Now in its second year, his architecture tour draws a diverse bunch: our 10-strong group includes a Californian globetrotter in her 70s, a pair of Italian photographers, a Brazilian anthropologist fresh from the Amazon jungle and a Tory councillor from Buckinghamshire. Nor are we alone: our group is accompanied by three official guides at all times, and we often arrive at monuments to be greeted by coachloads of other foreigners and teeming crowds of Chinese tourists, marvelling at the novelty of a place where communism remains intact.
In June, after a six-month ban on foreign visitors due to the Ebola threat, the hermit kingdom announced its intention to welcome two million tourists a year by 2020. It is an ambitious target, not only because it represents a 20-fold increase, but also because every foreign visitor must have their cameras, computers and any printed material searched for imperialist propaganda at the airport. The US Department of State “strongly recommends against all travel” to the country, while the UK Foreign Office warns that “the level of tension on the Korean peninsula can change with little notice”, as evidenced recently when tensions flared between the North and South Korean governments and the North’s present leader, 32-year-old Marshall Kim Jong-un, put his troops in a “semi-war state”. Still, the country appears to be pressing ahead with preparations for a grand influx, unperturbed.
The sprawling 15-hectare water park, it turns out, is just the tip of a building boom initiated by Kim Jong-un. It is a construction drive characterised not by the imposing militaristic monuments that marked out the reign of his father, Kim Jong-il, but by the infrastructure of leisure and pleasure. Abroad, the young leader’s nuclear threats and ruthless executions dominate the headlines; at home, he is carving out a reputation as something of a master builder and a champion of modern facilities for the country’s new middle class.
Last year Kim Jong-un opened the country’s first ski resort near the east coast port of Wonsan, an emerging tourist hub where a new airport is under construction, along with daring plans for an underwater hotel. On an island in Pyongyang’s Taedong river he has conjured up the Rungna People’s Pleasure Ground, a theme park complete with pink-painted rollercoasters, mini-golf course, swimming pool and a 4D cinema, fitted out with “rhythmic” moving seats.

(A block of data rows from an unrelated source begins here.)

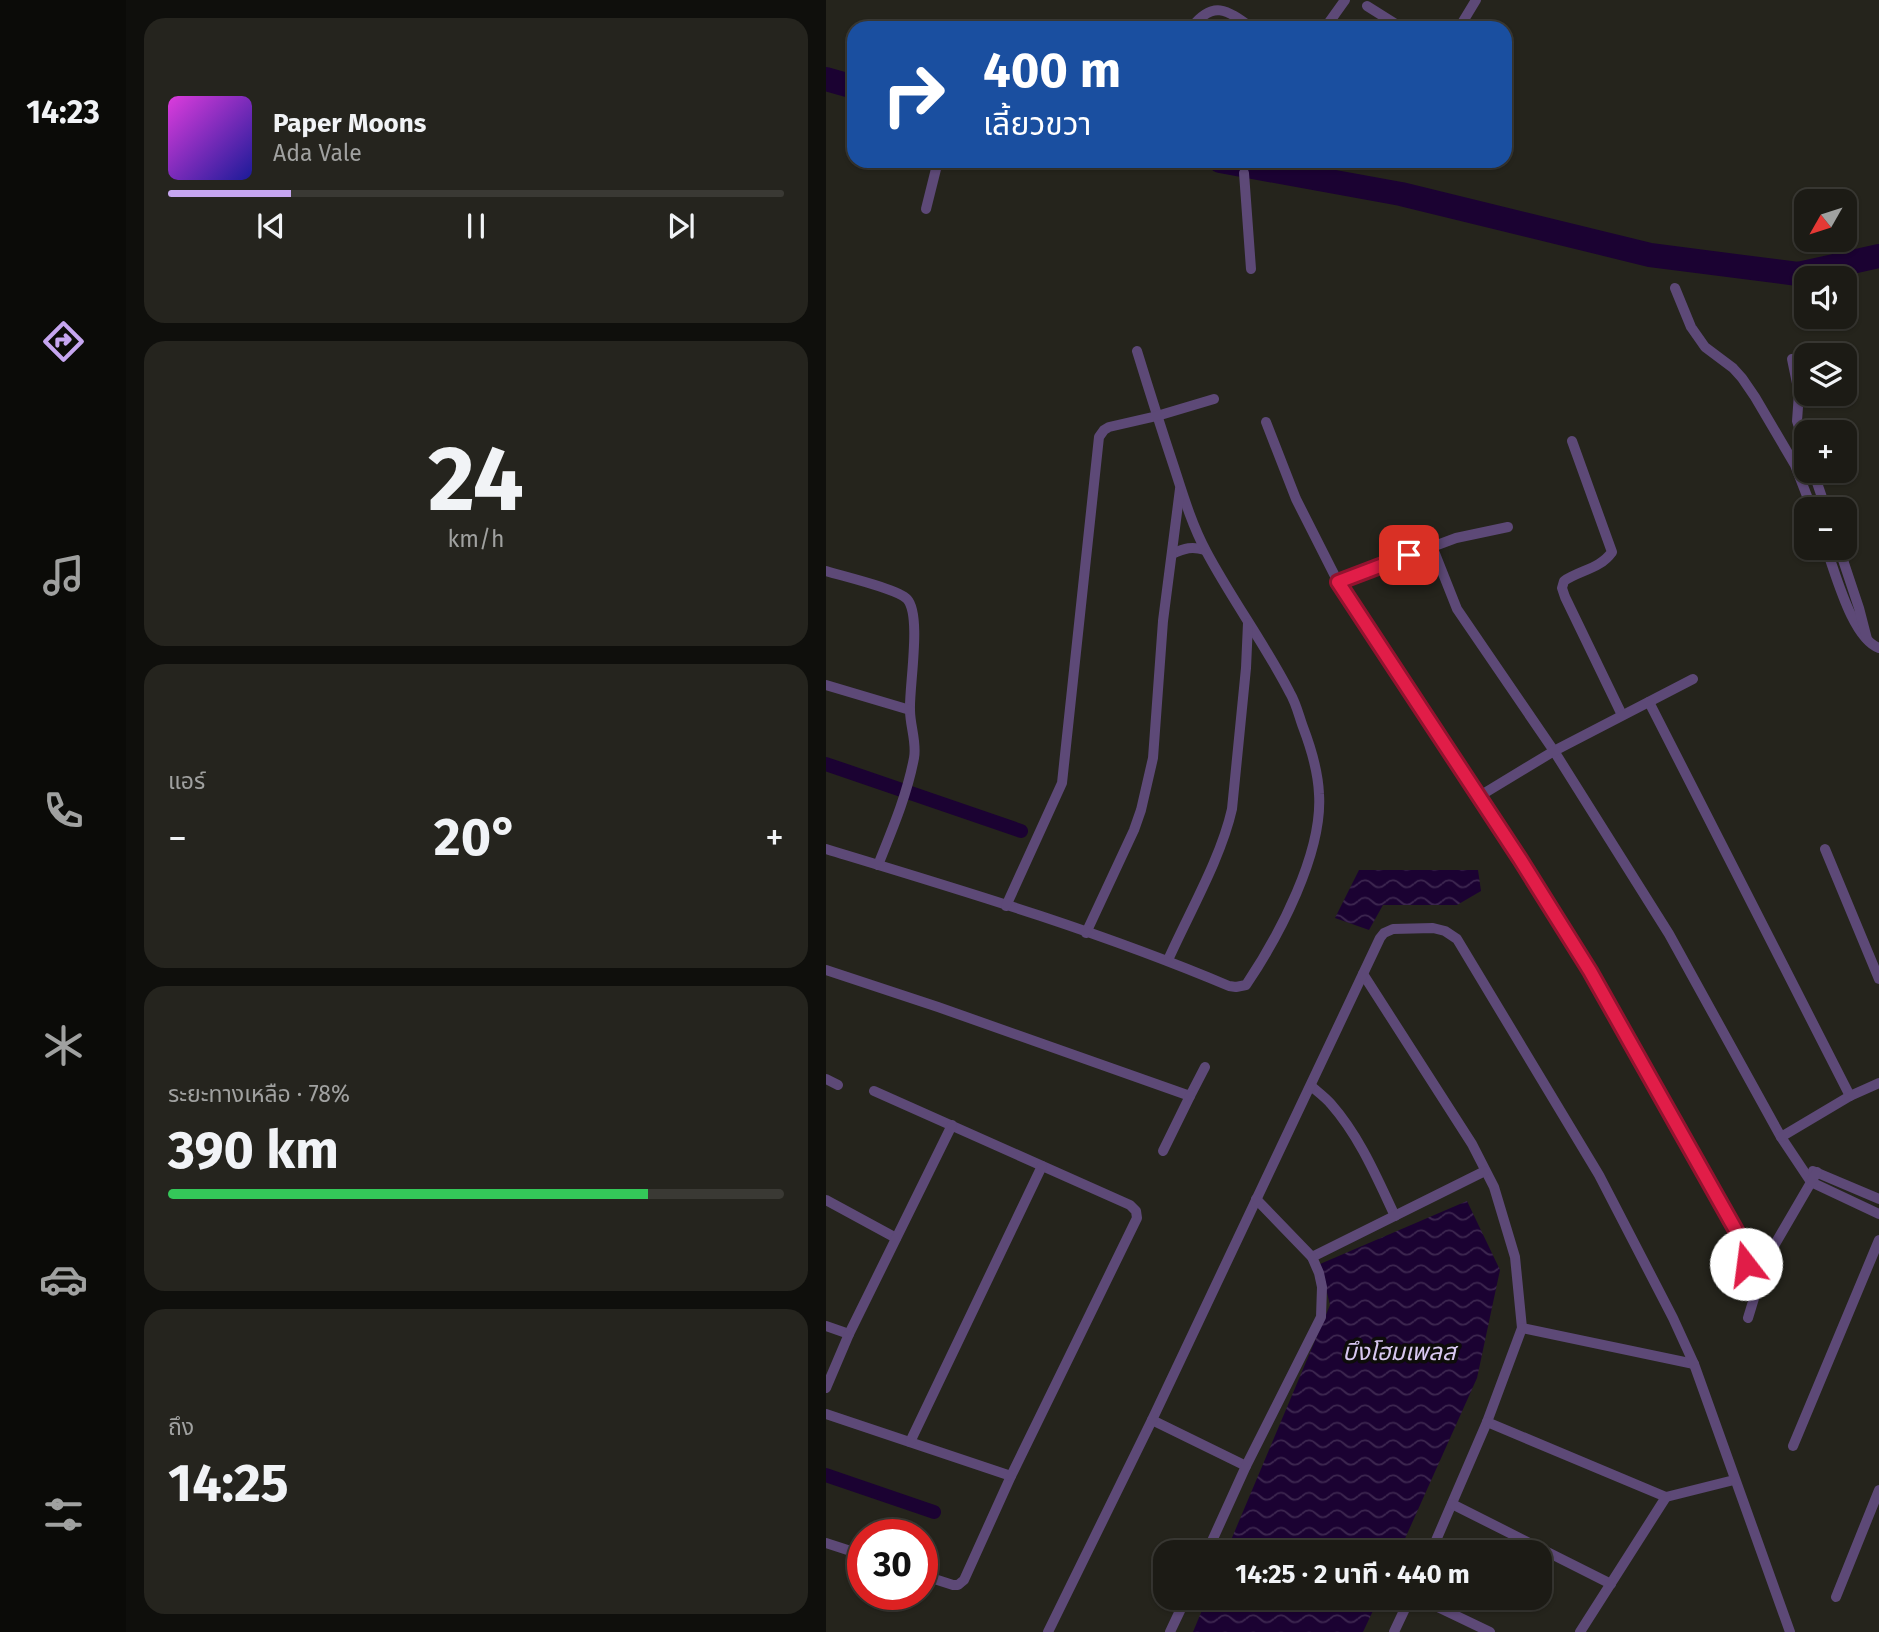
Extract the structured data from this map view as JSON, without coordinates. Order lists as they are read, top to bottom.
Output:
{
  "water": ["บึงโฮมเพลส"],
  "north": "bottom left",
  "page": {
    "tabs": "14:23",
    "turn": ["400 m", "เลี้ยวขวา"],
    "song": ["Paper Moons", "Ada Vale"],
    "map_buttons": ["+", "−"],
    "tile": [
      ["24", "km/h"],
      "แอร์",
      ["ระยะทางเหลือ · 78%", "390 km"],
      ["ถึง", "14:25"]
    ],
    "heat": ["−", "20°", "+"],
    "limit": "30",
    "trip": "14:25 · 2 นาที · 440 m"
  }
}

At its heart is the Dolphinarium, a building shaped like a big white whale, where Chinese dolphins perform somersaults on demand, leaping from a pool of saltwater that was pumped here along a 100km pipeline.
Much of the mostly rural country may be suffering from drought, food shortages and intermittent electricity, but the capital now boasts a hi-tech shooting range where visitors can take potshots at pheasants, as well as a horse-riding centre where children of the elite get a taste of country life for the equivalent of $5 an hour – more than many of their compatriots earn in a week. “The leader is always planning many exciting things for people to do, to show of the beauty of our country to visitors,” one of our guides explains. “We hope you will enjoy, and take back happy experiences to your country.”
Our guides to this new world never stray far from the script. At each site they recite the total square meterage, visitor capacity, how long each project took to build and, most importantly, how many times the leaders have visited – a fact of almost sacred significance, usually framed on a plaque above the entrance. Names of architects are never mentioned: every project is a collective effort, built to the close directions of the leader.
“Let us usher in a great golden age of construction,” exhorts one of the 310 official patriotic slogans published this year. The ambition is already evident in the number of cranes that dot the skyline, along with armies of soldier-builders scurrying up and down rickety scaffolding, paid for by a wave of Chinese investment. The most prominent structures are the 47-storey shafts of the Changjon Street apartments, an 18-tower complex completed last year in less than 12 months and nicknamed “Pyonghattan” by foreign diplomats. But other emerging skyscrapers go undiscussed and unphotographed: there is a veto on documenting anything that looks unfinished, or anyone at work. “North Korean people like to look their best for photos,” explains our guide.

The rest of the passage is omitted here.